• _YOUR OBJECTIVE_
When a line in the entries contains the word "items", copy that line in full.

• _DATA SHOWN_
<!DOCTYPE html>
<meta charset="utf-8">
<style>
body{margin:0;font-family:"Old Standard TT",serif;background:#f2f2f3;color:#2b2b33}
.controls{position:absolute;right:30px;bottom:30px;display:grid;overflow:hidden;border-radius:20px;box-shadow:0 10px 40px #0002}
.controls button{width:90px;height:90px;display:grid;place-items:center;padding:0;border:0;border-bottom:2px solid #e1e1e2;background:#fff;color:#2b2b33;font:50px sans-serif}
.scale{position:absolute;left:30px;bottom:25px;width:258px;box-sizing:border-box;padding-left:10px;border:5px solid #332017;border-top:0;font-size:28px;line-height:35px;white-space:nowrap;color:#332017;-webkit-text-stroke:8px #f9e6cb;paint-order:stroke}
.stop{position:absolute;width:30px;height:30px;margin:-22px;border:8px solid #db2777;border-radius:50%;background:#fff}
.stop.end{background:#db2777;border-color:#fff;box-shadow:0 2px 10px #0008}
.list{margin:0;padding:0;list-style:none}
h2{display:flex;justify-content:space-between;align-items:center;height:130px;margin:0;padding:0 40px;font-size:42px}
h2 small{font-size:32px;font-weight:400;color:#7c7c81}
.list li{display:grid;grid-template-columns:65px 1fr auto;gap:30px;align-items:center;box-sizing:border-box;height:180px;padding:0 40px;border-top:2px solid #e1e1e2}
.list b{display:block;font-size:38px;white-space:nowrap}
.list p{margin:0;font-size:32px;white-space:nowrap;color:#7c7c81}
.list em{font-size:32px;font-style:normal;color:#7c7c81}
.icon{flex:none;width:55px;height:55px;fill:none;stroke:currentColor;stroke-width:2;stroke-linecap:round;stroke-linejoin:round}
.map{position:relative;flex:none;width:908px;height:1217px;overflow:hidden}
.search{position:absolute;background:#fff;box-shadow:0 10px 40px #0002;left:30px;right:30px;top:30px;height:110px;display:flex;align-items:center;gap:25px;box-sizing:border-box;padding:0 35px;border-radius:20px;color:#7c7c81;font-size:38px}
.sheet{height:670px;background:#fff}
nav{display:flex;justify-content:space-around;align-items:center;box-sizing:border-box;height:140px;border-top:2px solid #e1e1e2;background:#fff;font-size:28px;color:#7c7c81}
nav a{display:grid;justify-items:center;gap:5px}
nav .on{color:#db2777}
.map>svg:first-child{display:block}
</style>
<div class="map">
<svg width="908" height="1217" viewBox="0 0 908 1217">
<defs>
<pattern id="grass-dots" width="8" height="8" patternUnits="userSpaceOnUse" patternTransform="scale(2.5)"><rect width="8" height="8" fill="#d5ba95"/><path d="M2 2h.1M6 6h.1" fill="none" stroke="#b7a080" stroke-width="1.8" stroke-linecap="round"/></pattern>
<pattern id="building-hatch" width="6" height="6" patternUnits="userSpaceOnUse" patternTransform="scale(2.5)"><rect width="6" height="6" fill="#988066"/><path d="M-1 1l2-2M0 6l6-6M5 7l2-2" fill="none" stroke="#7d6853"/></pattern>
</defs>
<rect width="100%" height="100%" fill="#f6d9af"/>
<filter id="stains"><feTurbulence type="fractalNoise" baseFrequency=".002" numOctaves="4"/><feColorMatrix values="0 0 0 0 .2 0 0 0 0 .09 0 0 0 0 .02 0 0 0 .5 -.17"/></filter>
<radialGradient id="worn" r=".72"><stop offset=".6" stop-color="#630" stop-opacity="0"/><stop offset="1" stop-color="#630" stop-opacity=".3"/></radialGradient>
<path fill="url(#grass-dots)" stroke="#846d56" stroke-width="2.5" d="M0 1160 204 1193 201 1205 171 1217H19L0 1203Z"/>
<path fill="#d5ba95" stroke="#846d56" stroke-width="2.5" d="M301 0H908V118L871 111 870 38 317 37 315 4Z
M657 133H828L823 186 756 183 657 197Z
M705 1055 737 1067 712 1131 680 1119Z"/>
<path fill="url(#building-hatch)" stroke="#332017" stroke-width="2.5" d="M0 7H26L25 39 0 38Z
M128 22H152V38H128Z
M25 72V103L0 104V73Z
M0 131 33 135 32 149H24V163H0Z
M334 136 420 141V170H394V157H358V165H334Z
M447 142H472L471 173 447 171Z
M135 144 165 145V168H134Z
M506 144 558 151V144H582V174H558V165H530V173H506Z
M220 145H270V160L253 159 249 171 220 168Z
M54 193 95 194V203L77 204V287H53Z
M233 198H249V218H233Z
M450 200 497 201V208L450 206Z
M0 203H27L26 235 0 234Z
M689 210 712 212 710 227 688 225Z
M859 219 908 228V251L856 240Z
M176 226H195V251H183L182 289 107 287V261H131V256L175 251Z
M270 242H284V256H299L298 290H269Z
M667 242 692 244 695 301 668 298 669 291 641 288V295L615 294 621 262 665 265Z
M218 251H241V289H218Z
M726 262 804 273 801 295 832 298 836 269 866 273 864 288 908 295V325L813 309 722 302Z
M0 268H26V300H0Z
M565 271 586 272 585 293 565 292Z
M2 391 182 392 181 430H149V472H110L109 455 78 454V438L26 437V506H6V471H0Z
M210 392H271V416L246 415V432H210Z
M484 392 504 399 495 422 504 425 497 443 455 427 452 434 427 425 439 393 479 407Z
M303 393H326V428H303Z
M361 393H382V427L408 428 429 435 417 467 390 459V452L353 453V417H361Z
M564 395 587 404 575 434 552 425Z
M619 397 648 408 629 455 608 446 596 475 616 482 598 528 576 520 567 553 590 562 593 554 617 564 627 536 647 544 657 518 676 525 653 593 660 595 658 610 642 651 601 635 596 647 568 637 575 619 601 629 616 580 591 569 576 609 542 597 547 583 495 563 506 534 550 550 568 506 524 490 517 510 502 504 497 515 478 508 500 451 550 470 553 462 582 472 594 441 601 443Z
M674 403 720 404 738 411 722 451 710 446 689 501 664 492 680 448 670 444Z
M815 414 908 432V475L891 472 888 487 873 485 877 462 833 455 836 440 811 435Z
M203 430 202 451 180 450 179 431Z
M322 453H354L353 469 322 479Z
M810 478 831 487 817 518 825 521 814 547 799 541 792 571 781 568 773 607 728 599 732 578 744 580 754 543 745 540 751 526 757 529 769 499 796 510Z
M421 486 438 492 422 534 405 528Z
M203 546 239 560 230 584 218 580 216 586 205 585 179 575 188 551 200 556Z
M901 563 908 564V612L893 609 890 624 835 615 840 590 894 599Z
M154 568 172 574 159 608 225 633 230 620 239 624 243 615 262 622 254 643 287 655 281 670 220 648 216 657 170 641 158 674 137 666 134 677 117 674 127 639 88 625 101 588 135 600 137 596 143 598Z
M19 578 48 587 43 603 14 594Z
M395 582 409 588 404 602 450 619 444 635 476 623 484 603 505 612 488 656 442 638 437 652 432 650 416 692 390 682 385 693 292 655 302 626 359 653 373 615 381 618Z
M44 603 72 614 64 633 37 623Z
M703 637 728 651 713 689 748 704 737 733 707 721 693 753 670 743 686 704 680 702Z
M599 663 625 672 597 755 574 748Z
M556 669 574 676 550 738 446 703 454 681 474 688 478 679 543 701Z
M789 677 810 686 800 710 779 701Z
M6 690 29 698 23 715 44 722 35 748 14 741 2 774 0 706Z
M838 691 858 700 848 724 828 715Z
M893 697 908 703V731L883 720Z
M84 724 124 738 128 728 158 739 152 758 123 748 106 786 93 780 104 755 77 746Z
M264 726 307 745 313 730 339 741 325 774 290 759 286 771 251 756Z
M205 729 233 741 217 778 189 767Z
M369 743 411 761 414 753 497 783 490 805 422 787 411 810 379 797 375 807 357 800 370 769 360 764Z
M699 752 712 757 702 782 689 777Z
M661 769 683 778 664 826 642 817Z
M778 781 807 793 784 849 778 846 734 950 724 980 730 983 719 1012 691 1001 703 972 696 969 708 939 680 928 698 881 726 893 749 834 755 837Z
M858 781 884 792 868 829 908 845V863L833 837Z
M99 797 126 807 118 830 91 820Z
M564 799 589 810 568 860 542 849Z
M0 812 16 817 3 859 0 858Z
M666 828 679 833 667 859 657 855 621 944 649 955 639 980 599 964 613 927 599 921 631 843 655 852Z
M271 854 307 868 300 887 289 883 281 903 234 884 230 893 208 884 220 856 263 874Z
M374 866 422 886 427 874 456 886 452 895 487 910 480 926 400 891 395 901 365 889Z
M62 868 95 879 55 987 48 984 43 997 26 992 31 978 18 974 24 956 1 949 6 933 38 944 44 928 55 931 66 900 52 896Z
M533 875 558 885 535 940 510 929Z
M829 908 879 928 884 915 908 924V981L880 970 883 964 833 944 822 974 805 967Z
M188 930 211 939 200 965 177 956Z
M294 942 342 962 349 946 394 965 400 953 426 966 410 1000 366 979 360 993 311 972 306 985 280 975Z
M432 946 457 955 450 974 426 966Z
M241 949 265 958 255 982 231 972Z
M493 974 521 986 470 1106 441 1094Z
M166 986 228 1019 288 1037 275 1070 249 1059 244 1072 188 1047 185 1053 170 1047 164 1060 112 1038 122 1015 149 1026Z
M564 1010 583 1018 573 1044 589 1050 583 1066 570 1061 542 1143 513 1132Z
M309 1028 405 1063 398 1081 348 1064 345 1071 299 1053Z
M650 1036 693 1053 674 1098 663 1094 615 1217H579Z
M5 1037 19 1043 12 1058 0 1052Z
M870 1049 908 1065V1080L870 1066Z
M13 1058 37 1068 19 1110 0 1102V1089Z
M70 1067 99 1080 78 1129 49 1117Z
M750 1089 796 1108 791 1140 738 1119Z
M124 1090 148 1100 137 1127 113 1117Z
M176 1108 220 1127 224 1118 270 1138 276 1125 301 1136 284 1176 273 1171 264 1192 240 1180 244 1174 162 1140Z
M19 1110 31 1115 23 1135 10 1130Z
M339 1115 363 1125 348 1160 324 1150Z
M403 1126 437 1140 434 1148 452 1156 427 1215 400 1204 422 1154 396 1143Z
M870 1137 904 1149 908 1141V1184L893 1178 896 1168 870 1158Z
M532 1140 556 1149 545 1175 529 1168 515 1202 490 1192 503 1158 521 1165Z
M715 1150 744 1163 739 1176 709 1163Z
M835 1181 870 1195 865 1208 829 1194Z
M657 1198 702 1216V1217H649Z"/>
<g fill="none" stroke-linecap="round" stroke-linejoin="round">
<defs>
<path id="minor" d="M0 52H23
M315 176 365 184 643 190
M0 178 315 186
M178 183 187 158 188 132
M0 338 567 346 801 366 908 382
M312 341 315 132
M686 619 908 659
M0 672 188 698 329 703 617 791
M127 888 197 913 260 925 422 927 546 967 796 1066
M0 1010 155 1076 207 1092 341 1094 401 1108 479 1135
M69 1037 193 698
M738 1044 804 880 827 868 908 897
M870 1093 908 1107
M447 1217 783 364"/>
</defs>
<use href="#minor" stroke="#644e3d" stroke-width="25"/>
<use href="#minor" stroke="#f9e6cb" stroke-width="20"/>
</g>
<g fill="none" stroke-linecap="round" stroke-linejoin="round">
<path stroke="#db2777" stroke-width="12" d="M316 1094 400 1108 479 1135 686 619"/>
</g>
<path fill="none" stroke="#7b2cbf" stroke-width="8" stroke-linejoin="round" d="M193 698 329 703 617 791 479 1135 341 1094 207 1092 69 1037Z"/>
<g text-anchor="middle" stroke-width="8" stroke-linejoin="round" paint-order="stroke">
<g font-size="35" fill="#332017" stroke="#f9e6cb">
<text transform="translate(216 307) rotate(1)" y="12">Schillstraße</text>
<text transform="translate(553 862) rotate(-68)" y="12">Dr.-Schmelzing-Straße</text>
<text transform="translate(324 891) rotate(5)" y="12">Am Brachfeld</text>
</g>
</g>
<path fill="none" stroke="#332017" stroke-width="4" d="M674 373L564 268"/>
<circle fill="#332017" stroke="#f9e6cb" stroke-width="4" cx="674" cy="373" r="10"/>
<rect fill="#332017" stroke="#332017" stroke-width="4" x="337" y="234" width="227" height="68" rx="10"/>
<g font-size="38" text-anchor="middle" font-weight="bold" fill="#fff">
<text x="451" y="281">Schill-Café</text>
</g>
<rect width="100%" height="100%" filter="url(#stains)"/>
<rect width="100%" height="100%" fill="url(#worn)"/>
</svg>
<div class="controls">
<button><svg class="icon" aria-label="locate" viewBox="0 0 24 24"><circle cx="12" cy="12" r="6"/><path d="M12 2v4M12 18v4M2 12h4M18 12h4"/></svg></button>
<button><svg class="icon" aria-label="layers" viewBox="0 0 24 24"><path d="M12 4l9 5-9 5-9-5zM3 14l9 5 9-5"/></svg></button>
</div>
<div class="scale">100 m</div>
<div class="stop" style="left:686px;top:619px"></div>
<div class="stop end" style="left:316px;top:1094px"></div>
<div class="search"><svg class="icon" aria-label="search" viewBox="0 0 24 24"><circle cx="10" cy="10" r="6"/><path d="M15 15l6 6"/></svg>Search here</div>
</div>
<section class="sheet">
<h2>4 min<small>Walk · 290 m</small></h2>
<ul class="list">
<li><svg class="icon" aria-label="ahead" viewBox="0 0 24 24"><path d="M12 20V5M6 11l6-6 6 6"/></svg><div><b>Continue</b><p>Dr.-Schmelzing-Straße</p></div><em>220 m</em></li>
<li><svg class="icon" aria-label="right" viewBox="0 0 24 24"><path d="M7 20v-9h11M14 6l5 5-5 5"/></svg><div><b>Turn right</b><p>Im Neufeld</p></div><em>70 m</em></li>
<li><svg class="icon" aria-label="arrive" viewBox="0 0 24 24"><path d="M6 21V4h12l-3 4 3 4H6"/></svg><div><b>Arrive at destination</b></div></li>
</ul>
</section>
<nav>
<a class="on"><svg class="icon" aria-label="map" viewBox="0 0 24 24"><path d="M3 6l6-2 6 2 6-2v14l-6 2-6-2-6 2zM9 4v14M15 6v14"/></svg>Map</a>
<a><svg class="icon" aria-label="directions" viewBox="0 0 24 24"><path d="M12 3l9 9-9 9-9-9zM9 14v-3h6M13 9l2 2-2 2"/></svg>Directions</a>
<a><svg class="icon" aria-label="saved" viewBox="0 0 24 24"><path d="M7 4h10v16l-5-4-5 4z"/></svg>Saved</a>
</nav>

• _WRITTEN REPLY_
.controls button{width:90px;height:90px;display:grid;place-items:center;padding:0;border:0;border-bottom:2px solid #e1e1e2;background:#fff;color:#2b2b33;font:50px sans-serif}
h2{display:flex;justify-content:space-between;align-items:center;height:130px;margin:0;padding:0 40px;font-size:42px}
.list li{display:grid;grid-template-columns:65px 1fr auto;gap:30px;align-items:center;box-sizing:border-box;height:180px;padding:0 40px;border-top:2px solid #e1e1e2}
.search{position:absolute;background:#fff;box-shadow:0 10px 40px #0002;left:30px;right:30px;top:30px;height:110px;display:flex;align-items:center;gap:25px;box-sizing:border-box;padding:0 35px;border-radius:20px;color:#7c7c81;font-size:38px}
nav{display:flex;justify-content:space-around;align-items:center;box-sizing:border-box;height:140px;border-top:2px solid #e1e1e2;background:#fff;font-size:28px;color:#7c7c81}
nav a{display:grid;justify-items:center;gap:5px}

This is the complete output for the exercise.